=== Input data ===
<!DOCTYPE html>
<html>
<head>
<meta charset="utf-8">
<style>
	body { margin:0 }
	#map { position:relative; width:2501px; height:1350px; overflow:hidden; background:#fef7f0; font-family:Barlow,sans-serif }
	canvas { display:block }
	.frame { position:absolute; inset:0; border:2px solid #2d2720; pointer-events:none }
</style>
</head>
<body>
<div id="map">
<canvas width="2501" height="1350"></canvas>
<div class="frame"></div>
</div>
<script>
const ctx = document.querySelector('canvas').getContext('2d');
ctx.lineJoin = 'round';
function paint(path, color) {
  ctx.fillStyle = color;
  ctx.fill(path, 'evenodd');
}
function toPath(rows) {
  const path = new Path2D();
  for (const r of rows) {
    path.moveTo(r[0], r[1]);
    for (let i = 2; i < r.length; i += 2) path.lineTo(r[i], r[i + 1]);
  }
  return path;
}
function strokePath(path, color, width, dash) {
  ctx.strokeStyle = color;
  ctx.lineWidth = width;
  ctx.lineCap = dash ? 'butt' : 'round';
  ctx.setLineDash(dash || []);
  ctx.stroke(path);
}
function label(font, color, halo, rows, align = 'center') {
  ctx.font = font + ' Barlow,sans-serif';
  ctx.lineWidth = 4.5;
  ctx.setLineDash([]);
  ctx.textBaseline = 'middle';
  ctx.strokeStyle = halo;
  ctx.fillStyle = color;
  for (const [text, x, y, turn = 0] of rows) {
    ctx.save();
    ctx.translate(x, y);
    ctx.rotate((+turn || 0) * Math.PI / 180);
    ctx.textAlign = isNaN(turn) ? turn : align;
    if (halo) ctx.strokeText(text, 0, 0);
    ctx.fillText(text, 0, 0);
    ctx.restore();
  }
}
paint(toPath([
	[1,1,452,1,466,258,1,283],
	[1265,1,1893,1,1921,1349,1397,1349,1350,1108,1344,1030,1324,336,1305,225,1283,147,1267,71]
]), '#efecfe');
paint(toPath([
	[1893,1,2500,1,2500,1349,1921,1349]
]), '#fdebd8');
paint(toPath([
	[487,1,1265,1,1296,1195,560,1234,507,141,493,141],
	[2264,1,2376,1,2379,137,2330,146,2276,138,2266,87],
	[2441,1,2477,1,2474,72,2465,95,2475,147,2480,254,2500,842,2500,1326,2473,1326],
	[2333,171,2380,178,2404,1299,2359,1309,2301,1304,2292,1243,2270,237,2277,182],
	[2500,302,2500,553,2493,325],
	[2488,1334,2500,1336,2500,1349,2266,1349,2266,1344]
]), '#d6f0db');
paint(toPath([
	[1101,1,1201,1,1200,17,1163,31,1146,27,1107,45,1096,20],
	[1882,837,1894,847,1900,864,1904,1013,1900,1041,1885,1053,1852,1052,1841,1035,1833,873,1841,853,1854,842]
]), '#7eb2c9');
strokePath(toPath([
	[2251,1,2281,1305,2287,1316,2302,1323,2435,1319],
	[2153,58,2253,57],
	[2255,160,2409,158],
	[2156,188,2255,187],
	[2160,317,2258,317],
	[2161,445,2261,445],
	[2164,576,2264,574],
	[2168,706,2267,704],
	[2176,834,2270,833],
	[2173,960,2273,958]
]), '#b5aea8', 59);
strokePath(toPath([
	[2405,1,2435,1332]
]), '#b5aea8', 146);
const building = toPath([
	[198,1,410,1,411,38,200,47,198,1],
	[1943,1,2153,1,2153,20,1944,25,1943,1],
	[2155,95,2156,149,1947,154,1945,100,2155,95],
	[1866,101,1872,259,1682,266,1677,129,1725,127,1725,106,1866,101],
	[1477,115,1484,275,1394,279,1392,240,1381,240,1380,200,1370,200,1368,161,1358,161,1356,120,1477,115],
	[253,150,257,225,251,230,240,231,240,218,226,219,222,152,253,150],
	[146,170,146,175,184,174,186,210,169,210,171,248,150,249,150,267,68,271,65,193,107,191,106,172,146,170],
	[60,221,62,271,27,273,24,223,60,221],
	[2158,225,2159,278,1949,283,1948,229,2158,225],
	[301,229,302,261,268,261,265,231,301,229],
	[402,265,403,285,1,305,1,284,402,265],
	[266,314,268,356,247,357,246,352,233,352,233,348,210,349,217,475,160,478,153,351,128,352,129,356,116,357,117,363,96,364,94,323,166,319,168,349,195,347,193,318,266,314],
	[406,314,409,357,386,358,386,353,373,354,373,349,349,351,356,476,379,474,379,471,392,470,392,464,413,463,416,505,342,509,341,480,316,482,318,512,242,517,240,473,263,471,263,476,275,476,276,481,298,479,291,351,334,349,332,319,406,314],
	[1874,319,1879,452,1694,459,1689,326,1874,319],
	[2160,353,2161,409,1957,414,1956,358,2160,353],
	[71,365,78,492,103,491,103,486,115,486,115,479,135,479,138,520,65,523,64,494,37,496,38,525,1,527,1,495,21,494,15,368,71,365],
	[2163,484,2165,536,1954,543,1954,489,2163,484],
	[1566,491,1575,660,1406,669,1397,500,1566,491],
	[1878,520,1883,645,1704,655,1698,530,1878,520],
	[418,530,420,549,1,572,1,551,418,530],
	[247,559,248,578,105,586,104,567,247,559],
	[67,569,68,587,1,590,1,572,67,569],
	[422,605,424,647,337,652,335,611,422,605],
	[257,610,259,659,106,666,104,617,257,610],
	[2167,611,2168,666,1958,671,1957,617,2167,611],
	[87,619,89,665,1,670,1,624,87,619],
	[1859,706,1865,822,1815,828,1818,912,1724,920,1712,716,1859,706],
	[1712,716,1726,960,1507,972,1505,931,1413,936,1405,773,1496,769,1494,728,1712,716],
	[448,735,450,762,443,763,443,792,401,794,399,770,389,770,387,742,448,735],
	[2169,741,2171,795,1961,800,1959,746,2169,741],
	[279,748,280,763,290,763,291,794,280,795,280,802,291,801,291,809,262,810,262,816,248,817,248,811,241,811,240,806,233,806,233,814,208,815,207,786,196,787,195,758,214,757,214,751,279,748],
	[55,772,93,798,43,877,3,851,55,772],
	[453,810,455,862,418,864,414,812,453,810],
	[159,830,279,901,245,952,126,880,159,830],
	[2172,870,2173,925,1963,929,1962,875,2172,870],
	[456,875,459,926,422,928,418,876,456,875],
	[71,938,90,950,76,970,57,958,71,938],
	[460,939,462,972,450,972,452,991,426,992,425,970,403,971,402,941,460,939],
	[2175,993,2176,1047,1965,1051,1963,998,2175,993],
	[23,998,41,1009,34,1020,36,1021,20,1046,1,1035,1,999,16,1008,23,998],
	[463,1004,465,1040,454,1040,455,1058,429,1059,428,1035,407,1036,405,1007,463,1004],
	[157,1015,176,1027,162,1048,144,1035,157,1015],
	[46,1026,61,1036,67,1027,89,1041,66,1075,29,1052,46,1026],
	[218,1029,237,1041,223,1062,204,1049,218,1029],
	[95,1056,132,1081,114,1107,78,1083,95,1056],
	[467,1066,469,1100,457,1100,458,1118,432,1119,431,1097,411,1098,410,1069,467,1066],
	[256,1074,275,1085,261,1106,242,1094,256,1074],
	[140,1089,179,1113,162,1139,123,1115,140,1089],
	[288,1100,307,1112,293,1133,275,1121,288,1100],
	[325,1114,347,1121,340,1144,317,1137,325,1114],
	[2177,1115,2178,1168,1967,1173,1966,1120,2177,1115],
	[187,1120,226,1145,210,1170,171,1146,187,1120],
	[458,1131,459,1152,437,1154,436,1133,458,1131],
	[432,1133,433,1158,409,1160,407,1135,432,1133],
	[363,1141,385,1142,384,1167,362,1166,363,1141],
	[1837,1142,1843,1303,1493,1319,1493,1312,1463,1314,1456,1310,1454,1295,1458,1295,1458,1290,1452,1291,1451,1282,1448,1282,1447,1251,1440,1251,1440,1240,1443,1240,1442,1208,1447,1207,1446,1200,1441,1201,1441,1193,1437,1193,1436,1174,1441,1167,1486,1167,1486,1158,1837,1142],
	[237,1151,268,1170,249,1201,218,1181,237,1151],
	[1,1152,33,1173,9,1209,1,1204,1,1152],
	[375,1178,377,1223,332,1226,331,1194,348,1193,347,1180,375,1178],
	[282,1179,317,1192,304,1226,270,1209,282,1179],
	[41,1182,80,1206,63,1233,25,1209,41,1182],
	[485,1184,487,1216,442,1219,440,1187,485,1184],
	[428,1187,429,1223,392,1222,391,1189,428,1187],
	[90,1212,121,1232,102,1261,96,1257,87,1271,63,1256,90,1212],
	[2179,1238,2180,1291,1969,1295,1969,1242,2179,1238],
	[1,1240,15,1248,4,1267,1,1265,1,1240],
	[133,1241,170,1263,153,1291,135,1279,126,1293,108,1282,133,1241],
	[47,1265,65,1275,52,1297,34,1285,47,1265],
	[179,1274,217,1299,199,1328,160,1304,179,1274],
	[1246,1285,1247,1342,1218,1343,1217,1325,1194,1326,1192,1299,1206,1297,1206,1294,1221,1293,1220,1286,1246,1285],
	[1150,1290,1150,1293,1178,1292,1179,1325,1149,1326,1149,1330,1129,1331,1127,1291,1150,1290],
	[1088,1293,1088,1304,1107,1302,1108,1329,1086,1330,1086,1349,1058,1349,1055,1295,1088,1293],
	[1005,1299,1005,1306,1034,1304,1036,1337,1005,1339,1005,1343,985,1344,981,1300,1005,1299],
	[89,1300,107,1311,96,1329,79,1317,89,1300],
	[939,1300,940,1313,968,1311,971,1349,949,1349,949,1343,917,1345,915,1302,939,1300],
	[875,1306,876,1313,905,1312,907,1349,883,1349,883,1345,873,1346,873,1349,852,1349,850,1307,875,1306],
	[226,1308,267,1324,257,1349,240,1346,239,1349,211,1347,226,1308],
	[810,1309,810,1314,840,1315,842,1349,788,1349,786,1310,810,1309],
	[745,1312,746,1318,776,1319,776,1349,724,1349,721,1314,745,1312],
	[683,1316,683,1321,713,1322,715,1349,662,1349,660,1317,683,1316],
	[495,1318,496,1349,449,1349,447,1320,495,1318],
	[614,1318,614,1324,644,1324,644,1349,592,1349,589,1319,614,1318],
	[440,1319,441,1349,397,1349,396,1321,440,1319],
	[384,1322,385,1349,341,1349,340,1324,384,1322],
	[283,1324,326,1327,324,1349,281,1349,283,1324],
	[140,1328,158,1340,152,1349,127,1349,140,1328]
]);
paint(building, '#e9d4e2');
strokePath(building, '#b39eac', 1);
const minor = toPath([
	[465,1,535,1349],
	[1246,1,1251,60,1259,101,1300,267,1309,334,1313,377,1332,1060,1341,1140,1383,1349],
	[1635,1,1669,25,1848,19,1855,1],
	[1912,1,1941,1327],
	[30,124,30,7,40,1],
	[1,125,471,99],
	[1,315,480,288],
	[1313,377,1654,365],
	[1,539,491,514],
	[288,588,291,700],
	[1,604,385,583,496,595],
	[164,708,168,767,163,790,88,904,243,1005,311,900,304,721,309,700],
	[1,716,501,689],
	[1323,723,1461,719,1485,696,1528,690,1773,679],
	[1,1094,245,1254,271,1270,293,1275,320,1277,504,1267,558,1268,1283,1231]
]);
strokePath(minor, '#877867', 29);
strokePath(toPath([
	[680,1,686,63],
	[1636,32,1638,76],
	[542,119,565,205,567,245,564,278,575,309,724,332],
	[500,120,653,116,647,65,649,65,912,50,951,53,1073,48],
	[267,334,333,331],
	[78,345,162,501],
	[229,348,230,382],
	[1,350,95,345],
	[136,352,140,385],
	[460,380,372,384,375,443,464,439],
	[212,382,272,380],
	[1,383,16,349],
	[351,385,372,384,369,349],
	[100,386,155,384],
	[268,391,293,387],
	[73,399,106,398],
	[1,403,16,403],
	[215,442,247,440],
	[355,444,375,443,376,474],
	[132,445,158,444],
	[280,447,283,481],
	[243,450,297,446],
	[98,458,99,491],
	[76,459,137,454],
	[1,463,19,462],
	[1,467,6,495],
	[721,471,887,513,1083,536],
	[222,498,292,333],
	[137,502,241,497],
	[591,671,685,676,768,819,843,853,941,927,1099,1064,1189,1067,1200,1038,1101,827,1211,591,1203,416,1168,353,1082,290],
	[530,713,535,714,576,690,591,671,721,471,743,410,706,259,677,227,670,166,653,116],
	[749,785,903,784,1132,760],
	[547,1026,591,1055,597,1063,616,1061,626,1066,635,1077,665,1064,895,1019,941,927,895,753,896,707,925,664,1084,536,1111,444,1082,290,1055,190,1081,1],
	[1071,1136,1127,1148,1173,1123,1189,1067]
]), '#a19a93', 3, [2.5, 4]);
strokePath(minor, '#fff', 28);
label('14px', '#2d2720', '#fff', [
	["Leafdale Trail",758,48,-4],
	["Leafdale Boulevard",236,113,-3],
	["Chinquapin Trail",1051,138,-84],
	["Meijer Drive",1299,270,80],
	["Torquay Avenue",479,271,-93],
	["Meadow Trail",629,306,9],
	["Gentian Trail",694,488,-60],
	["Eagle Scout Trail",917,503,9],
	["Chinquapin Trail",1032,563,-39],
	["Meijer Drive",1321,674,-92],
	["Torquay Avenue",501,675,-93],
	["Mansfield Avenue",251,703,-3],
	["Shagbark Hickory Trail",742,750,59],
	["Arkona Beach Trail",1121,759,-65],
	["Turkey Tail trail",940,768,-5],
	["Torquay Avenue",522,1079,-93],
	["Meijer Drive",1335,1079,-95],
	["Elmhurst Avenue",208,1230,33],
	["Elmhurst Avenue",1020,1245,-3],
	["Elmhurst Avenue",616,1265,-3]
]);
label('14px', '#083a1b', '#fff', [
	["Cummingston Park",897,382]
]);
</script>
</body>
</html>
===
**Exercise objective:**
Within the data above, the span starting at the line containing "function label(font, color, halo, rows, align" and ending at the line containing "ctx.textAlign = isNaN(turn)" is to be retyped exactly, with no other lines.

**Solution below:**
function label(font, color, halo, rows, align = 'center') {
  ctx.font = font + ' Barlow,sans-serif';
  ctx.lineWidth = 4.5;
  ctx.setLineDash([]);
  ctx.textBaseline = 'middle';
  ctx.strokeStyle = halo;
  ctx.fillStyle = color;
  for (const [text, x, y, turn = 0] of rows) {
    ctx.save();
    ctx.translate(x, y);
    ctx.rotate((+turn || 0) * Math.PI / 180);
    ctx.textAlign = isNaN(turn) ? turn : align;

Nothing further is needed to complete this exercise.